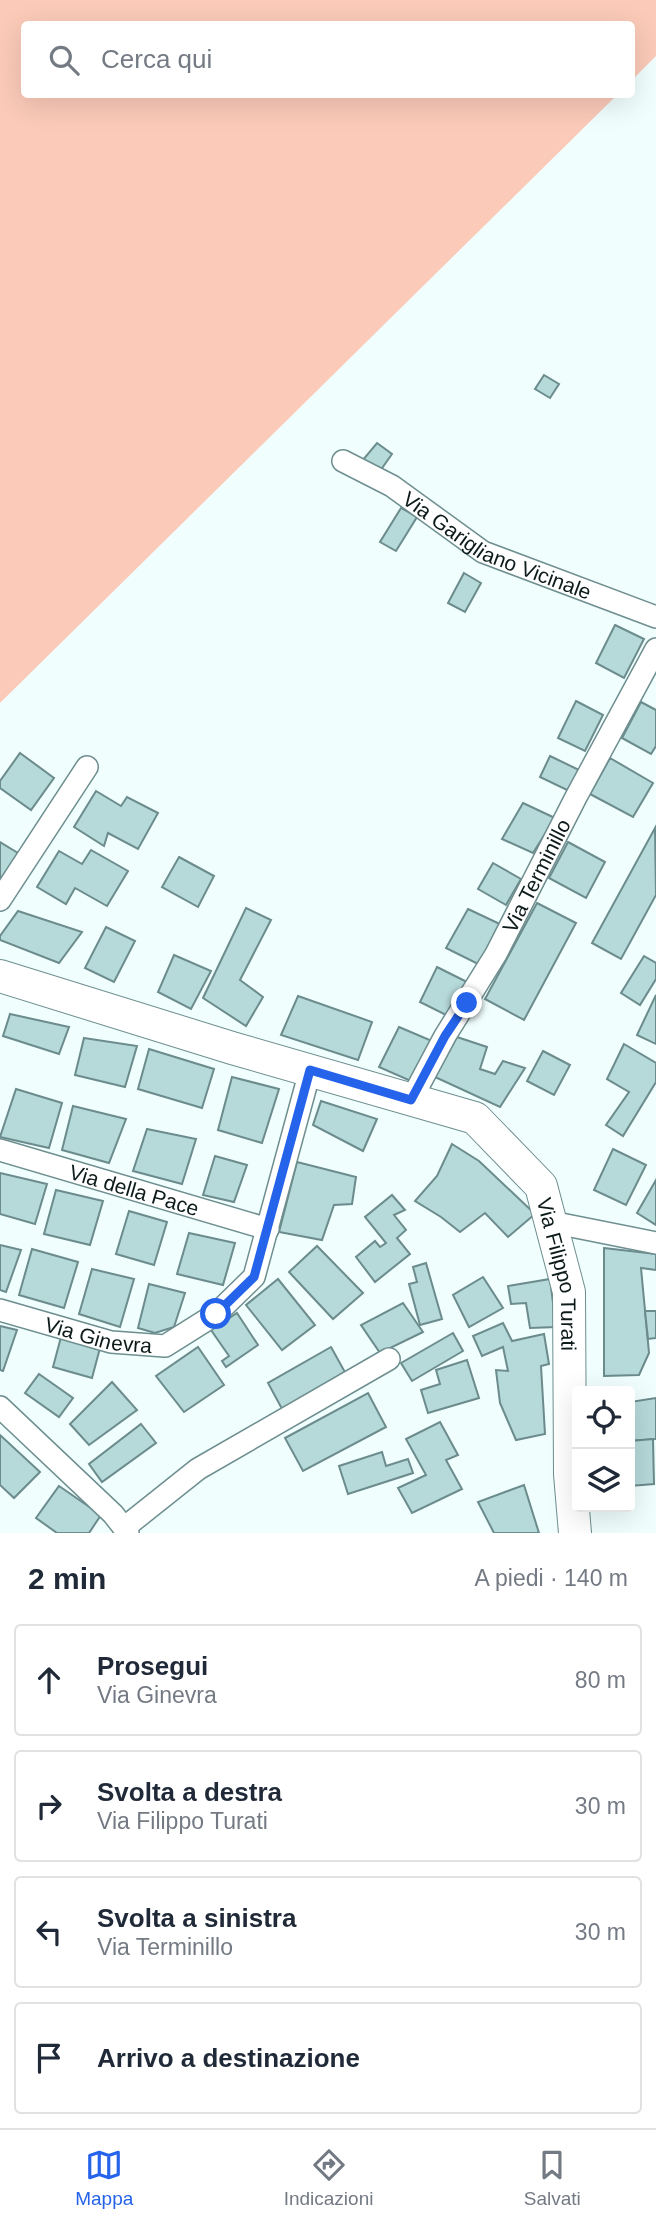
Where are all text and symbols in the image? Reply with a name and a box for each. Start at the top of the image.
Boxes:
search box [21,21,635,98]
icon: search [45,41,83,79]
text: Cerca qui [101,44,212,74]
street label: Via Garigliano Vicinale [399,486,595,603]
street label: Via Terminillo [497,815,574,936]
route end [451,987,482,1018]
street label: Via della Pace [67,1160,202,1220]
street label: Via Filippo Turati [533,1195,581,1351]
route start [200,1298,231,1329]
street label: Via Ginevra [42,1312,153,1357]
map controls [572,1386,635,1512]
button: locate [572,1386,635,1449]
button: layers [572,1449,635,1512]
text: 2 min [28,1562,106,1595]
text: A piedi · 140 m [475,1565,628,1591]
text: Prosegui [97,1651,208,1681]
icon: ahead [30,1661,68,1699]
text: 80 m [575,1667,626,1693]
text: Via Ginevra [97,1682,217,1708]
text: Svolta a destra [97,1777,282,1807]
icon: right [30,1787,68,1825]
text: 30 m [575,1793,626,1819]
text: Via Filippo Turati [97,1808,268,1834]
text: Svolta a sinistra [97,1903,296,1933]
icon: left [30,1913,68,1951]
text: 30 m [575,1919,626,1945]
text: Via Terminillo [97,1934,233,1960]
icon: arrive [30,2039,68,2077]
text: Arrivo a destinazione [97,2043,360,2073]
tab: Mappa [75,2146,133,2210]
tab: Indicazioni [284,2146,373,2210]
tab: Salvati [524,2146,581,2210]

Directions: Determine how many lines in the data above contain the string "street". Give nothing except the number.

Solution to the problem: 5